== The data ==

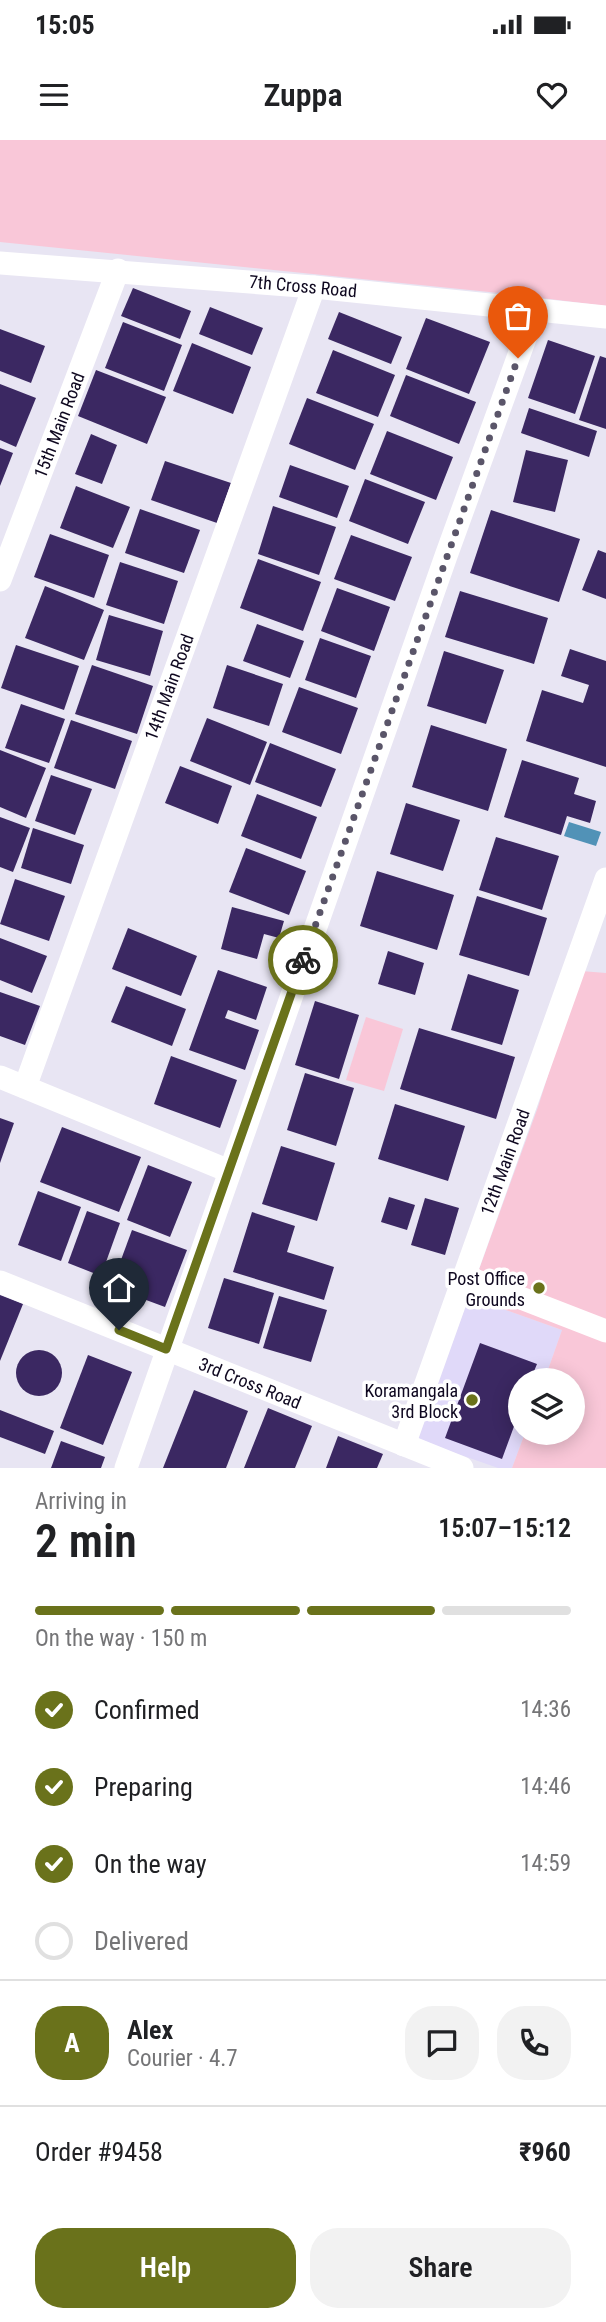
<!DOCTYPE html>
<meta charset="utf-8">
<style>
:root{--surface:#fff;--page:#f2f2f2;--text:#202124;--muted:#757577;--line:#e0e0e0;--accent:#6a721b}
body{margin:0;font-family:"Roboto Condensed",sans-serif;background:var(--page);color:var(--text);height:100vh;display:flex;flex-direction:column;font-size:26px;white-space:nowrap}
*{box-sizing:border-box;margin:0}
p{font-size:23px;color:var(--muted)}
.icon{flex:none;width:38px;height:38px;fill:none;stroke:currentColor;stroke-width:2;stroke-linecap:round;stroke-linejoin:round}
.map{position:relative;height:1328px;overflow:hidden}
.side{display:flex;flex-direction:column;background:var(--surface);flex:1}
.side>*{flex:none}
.controls{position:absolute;left:508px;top:1228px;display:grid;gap:14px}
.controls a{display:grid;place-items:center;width:77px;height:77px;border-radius:50%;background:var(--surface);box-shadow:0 4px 18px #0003;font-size:35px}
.pin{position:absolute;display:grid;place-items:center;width:60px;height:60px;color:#fff;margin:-72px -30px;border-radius:50% 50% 50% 0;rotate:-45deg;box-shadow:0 0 7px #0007}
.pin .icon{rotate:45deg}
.courier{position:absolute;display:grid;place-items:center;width:70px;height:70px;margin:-35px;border:5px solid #6a721b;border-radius:50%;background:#fff;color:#222;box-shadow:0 2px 9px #0007}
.head em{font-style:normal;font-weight:600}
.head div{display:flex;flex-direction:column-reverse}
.head{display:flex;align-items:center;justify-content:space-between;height:119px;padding:0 35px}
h1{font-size:46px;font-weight:600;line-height:52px}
.bar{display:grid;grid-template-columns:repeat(4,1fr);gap:10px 7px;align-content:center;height:84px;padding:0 35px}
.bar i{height:9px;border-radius:5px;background:var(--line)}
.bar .selected{background:var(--accent)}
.bar p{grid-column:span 4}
.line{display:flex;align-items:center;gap:18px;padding:0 35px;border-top:2px solid var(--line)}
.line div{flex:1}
.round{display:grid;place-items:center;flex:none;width:74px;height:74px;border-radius:28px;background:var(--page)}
ol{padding:0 35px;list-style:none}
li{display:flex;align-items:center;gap:21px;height:77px}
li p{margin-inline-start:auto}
li .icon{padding:7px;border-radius:50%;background:var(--accent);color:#fff;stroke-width:4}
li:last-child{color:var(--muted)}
li i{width:38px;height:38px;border:4px solid var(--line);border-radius:50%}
.action{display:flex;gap:14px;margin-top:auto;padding:14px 35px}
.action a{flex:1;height:80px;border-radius:28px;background:var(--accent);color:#fff;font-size:28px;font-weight:600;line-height:80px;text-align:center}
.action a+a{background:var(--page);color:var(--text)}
.status{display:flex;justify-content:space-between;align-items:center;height:49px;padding:0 35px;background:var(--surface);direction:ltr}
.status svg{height:19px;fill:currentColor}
header{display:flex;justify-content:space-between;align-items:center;height:91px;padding:0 35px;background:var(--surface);font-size:32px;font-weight:600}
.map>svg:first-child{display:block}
.built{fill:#e0d9f9}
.green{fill:#f9c7d8}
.water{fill:#5192b7}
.building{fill:#3b2862}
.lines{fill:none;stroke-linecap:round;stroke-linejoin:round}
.minor{stroke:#fff;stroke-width:23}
.done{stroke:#5a5569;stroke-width:7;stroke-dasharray:0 12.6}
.route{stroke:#6a721b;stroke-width:9}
.poi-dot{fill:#6a721b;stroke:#fff;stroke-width:2.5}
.labels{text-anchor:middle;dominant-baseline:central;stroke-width:7;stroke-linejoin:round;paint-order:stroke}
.street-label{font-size:18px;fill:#0e071f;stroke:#fff}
.poi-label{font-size:18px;fill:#0e071f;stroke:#fff;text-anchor:end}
</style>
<div class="status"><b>15:05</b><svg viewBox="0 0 49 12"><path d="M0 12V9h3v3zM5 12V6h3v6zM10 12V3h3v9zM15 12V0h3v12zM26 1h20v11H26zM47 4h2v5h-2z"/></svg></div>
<header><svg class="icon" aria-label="menu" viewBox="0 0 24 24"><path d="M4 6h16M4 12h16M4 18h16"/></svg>Zuppa<svg class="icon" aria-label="heart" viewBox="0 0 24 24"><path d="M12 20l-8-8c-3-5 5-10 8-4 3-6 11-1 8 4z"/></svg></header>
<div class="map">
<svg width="606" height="1328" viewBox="0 0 606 1328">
<rect width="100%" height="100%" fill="#e8e5f3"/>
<polygon class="built" points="469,1157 562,1190 544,1241 520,1241 520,1293 525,1293 512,1328 498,1328 418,1300"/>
<g class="green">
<polygon points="0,0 606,0 606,166 509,154 0,102"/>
<polygon points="581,831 606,833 606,1328 512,1328 525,1293 572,1293 572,1241 544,1241 562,1190 469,1157 538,967"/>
<polygon points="366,877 403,889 384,951 346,940"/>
</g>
<polygon class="water" points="569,682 601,692 596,706 564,696"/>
<g class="building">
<polygon points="133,148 191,171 180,199 121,176"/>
<polygon points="210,167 263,188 252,215 199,194"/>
<polygon points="339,172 402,197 391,224 328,199"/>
<polygon points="426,178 490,202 469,254 406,229"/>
<polygon points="123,182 182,205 164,251 105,228"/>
<polygon points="0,189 45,206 31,243 0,231"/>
<polygon points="548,200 595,216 575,274 528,258"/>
<polygon points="192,203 251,227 233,274 173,251"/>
<polygon points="333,210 395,235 378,277 316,253"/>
<polygon points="600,216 606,218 606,289 579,280"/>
<polygon points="96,230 166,257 147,304 78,276"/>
<polygon points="406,235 476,262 459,304 390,276"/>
<polygon points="0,244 36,258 16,307 0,300"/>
<polygon points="307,258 374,284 355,330 289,304"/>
<polygon points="529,268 597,291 589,317 521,293"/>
<polygon points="387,291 453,317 436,360 370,334"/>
<polygon points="91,294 117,305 102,344 75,334"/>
<polygon points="0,308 13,313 0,346"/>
<polygon points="526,310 568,320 555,372 513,362"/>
<polygon points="165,321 231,343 217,383 151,360"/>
<polygon points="290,325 349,346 337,378 279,357"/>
<polygon points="365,339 425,362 408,404 349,381"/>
<polygon points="76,346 130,367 113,408 60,388"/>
<polygon points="273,366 336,387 319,435 258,414"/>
<polygon points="140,369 200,390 184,433 125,413"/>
<polygon points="491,370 580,399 559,462 470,433"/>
<polygon points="50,394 109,415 94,458 34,437"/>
<polygon points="351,395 412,417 395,461 334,439"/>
<polygon points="598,410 606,413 606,459 582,450"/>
<polygon points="258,419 321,442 303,491 240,468"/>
<polygon points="120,422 178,441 164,484 106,465"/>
<polygon points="45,446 104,470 84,520 25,498"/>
<polygon points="337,448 390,467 374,511 321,491"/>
<polygon points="460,451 548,478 534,524 445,497"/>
<polygon points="109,475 163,491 150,536 96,520"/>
<polygon points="257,484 304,501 290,538 243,521"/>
<polygon points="320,498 371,516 356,558 305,540"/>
<polygon points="16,505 79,526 64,570 1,548"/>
<polygon points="570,509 606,521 606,627 526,601 542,550 583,563 589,545 561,536"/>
<polygon points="444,511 504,530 486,584 427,566"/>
<polygon points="92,525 153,546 137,594 75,574"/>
<polygon points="227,525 283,544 269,586 213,568"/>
<polygon points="299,547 358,568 341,614 282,592"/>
<polygon points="21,564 65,579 49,623 5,608"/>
<polygon points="207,578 267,602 250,645 190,621"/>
<polygon points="71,580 132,601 115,649 54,628"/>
<polygon points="431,585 507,609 488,671 412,647"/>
<polygon points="270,603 336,629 321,667 255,642"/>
<polygon points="0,610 46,628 26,678 0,667"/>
<polygon points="522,620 579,638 574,654 596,661 590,683 567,676 561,695 504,677"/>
<polygon points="180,626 232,646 218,684 165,663"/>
<polygon points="51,635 92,649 75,695 35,681"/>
<polygon points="257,654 317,677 301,719 241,696"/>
<polygon points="406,663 460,680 443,731 390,714"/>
<polygon points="0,677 30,688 13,732 0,727"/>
<polygon points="33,688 84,705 71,744 21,728"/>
<polygon points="496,697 559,716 542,770 479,750"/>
<polygon points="246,708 306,731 289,775 229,752"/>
<polygon points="377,731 454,755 437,810 360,786"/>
<polygon points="15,739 65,756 49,801 0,784"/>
<polygon points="477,756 547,778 529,836 459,815"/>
<polygon points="232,767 284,781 279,798 264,794 257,819 221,809"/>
<polygon points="128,788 197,816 181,856 112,829"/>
<polygon points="0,798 47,816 32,853 0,840"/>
<polygon points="388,811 424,823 415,855 378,844"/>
<polygon points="218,830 267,847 256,880 228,870 225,878 259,890 245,930 189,910"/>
<polygon points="468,834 519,850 502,905 451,890"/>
<polygon points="126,846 186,869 172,906 111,882"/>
<polygon points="0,852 40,866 25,905 0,896"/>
<polygon points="315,861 359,875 339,939 295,925"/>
<polygon points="419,888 515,917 496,979 400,949"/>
<polygon points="171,916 237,940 220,988 154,964"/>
<polygon points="305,933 354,948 336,1006 287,990"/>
<polygon points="395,964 465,986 448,1041 378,1019"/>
<polygon points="0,978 14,983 0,1023"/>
<polygon points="62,987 141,1017 119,1072 40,1042"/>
<polygon points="281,1006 335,1023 317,1081 262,1064"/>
<polygon points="148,1025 192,1042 170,1097 127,1080"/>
<polygon points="38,1051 81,1067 61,1121 18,1105"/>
<polygon points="389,1057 415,1065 407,1090 381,1082"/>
<polygon points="425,1058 459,1068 445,1115 411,1105"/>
<polygon points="87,1071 120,1083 101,1136 68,1123"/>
<polygon points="252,1072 295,1086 287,1112 334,1127 324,1160 233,1132"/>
<polygon points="132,1090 187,1110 165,1167 111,1147"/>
<polygon points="224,1138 274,1153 259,1204 208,1188"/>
<polygon points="0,1155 23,1164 0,1221"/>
<polygon points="279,1156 327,1170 311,1222 263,1208"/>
<polygon points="480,1203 537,1224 530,1241 520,1241 520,1270 502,1319 445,1298"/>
<circle cx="39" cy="1233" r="23"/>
<polygon points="88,1215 132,1232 103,1305 60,1288"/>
<polygon points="194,1250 248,1271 226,1328 163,1328"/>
<polygon points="268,1268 312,1286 295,1328 244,1328"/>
<polygon points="0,1270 54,1291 45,1314 0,1297"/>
<polygon points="338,1296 383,1314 377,1328 326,1328"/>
<polygon points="61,1301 105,1317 101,1328 51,1328"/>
</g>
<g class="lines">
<g class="minor">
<polyline points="0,123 314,147 606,177"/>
<polyline points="0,440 118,130"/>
<polyline points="0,937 229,1031"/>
<polyline points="25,947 314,147"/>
<polyline points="464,1136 606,1191"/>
<polyline points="0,1142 462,1328"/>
<polyline points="404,1305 606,739"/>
<polyline points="126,1328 446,416 536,168"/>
</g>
</g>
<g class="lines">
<polyline class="done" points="303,820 518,218"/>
<polyline class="route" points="119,1190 166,1209 303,820"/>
</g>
<g class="poi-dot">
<circle cx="539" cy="1148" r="7"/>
<circle cx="472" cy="1260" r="7"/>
</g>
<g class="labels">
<g class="street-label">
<text transform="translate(303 146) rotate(5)">7th Cross Road</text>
<text transform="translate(59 285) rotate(-69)">15th Main Road</text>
<text transform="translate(169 547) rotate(-70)">14th Main Road</text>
<text transform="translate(505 1022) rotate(-70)">12th Main Road</text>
<text transform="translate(250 1243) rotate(22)">3rd Cross Road</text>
</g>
<g class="poi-label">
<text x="525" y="1138">Post Office<tspan x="525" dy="21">Grounds</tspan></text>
<text x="458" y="1250">Koramangala<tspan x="458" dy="21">3rd Block</tspan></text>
</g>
</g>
</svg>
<div class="controls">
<a><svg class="icon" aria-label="layers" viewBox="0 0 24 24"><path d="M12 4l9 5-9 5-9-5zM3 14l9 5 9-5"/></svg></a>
</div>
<div class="pin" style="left:518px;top:218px;background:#ea580c"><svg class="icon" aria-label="bag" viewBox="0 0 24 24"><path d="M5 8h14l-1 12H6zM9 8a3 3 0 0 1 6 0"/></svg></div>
<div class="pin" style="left:119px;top:1190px;background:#1f2937"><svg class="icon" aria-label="home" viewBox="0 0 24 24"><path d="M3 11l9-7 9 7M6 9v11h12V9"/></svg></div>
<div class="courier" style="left:303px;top:820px"><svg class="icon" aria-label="bike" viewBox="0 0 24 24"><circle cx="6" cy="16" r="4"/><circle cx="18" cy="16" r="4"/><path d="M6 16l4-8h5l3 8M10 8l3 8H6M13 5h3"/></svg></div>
</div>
<section class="side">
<div class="head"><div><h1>2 min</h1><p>Arriving in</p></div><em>15:07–15:12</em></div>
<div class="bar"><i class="selected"></i><i class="selected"></i><i class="selected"></i><i></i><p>On the way · 150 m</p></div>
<ol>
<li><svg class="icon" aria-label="check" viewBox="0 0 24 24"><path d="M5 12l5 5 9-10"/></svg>Confirmed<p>14:36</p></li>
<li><svg class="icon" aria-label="check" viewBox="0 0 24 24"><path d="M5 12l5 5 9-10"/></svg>Preparing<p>14:46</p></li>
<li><svg class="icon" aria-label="check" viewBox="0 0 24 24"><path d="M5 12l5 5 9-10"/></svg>On the way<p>14:59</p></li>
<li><i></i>Delivered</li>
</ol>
<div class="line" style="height:126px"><b class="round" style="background:var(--accent);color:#fff">A</b><div><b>Alex</b><p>Courier · 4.7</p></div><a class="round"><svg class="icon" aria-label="chat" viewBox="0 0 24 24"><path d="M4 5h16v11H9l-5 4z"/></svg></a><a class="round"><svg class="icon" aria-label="phone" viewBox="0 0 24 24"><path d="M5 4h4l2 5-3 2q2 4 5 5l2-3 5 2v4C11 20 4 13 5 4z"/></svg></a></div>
<div class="line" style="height:91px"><div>Order #9458</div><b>₹960</b></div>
<div class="action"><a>Help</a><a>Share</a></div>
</section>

===

Exercise directions » Wherever "linejoin" appears in the listing, report the line it is on.

Output of the task »
.icon{flex:none;width:38px;height:38px;fill:none;stroke:currentColor;stroke-width:2;stroke-linecap:round;stroke-linejoin:round}
.lines{fill:none;stroke-linecap:round;stroke-linejoin:round}
.labels{text-anchor:middle;dominant-baseline:central;stroke-width:7;stroke-linejoin:round;paint-order:stroke}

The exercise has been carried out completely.